California Classics Del Mar
California Classics Flooring.
True Hand-Scraping by Artisans.
Lots of hardwood flooring brands these days deceptively claim their products are “hand-scraped” when they’re actually scraped by lightly-trained workers using machines. A discerning consumer can easily tell the difference.
You’ve probably seen this “fake” look on mediocre reproduction furniture: the monotonous patterns and machine-made appearance of the scraping and grooves. It’s worse on a hardwood floor, where the broad expanse makes the repetition even more obvious, and over time, tiresome to the eye. What might be acceptable to you when you look at a few boards in a store might not be when It’s spread across your living room.
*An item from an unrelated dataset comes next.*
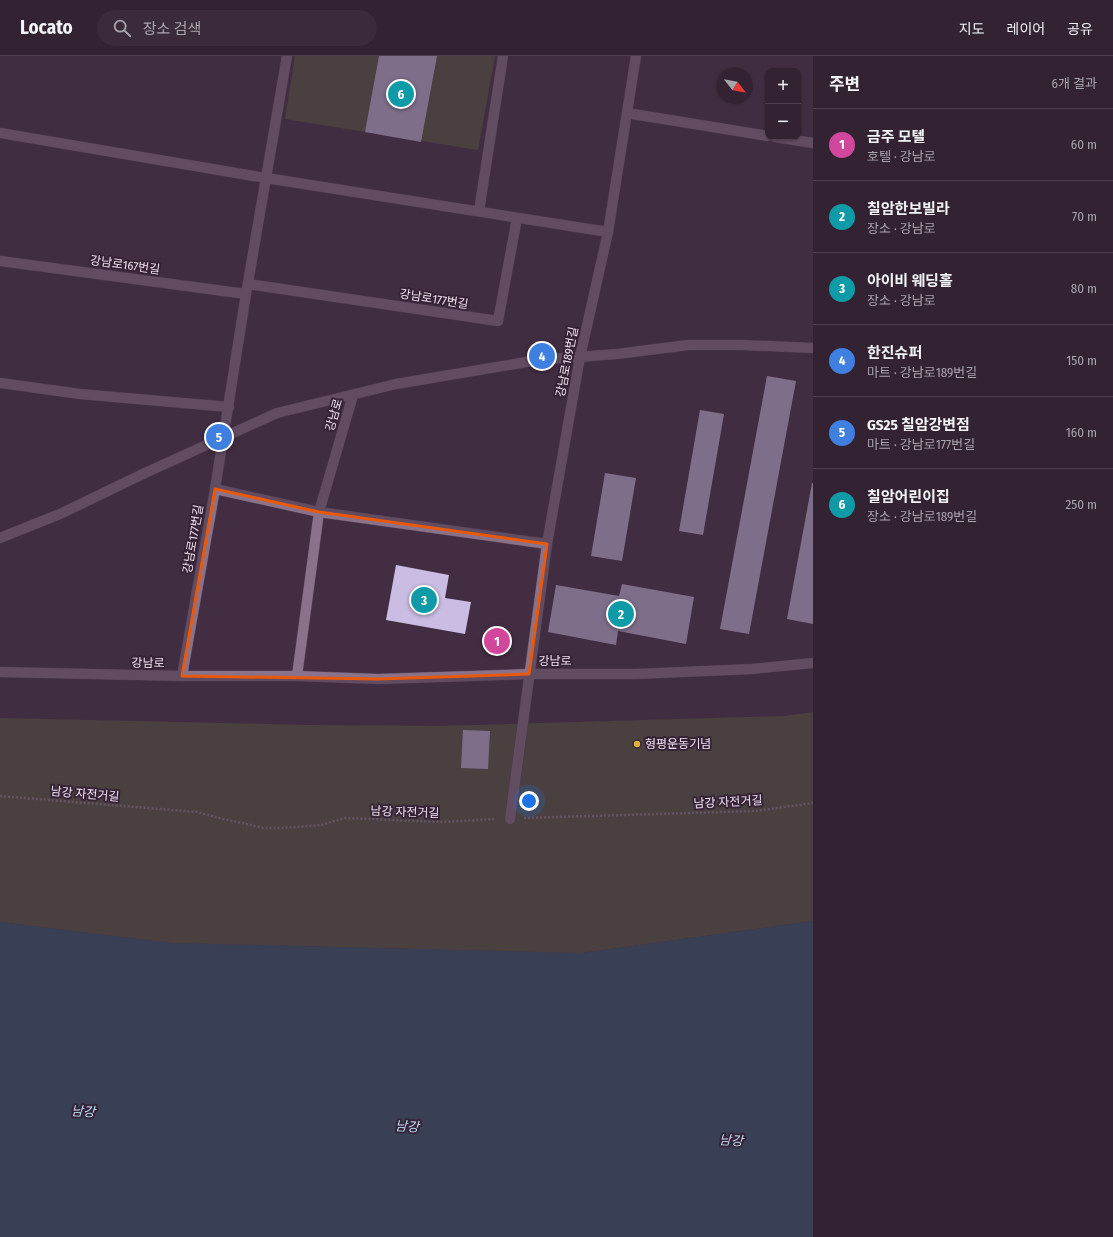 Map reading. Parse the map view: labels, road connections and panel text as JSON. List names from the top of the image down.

California Classics flooring artisans have been personally trained by a nationally-renowned hardwood flooring master to “read” each piece of wood, determining its one-of-a-kind personality, and then to choose the right tools and techniques to fully bring out this character. California Classics flooring craftsmen are highly skilled at adding natural-looking chatter marks, antique wear and tear, distressing, scraping, worm holes and more, in different areas of each board, without repetition of patterns, depths, etc.
There are no machines, no assembly lines, no large quantities being pushed through quickly to save time and money. Each flooring plank is individually inspected for its unique patterns, grain and colorations, and hand-carved and scraped to complement its beautiful marks of individuality. No two floor boards are the same!
California Classics Floor Finish.
Our Job is Not Done ’til it’s Finished.
The finish of fine wood flooring is critically important to both its appearance and maintainability. It should protect the wood floor while preserving the fine details of its character: its grain, patterns and subtle colorations, which you will grow to love over time. A mediocre floor finish will cloud these subtle yet beautiful details.
California Classics partnered with Valspar, a world leader in the aluminum oxide based floor finish business, to develop our unique dual-stain, aluminum oxide based wood floor finishes. Finishes protect the hardwood floor without compromising its beauty-or the environment.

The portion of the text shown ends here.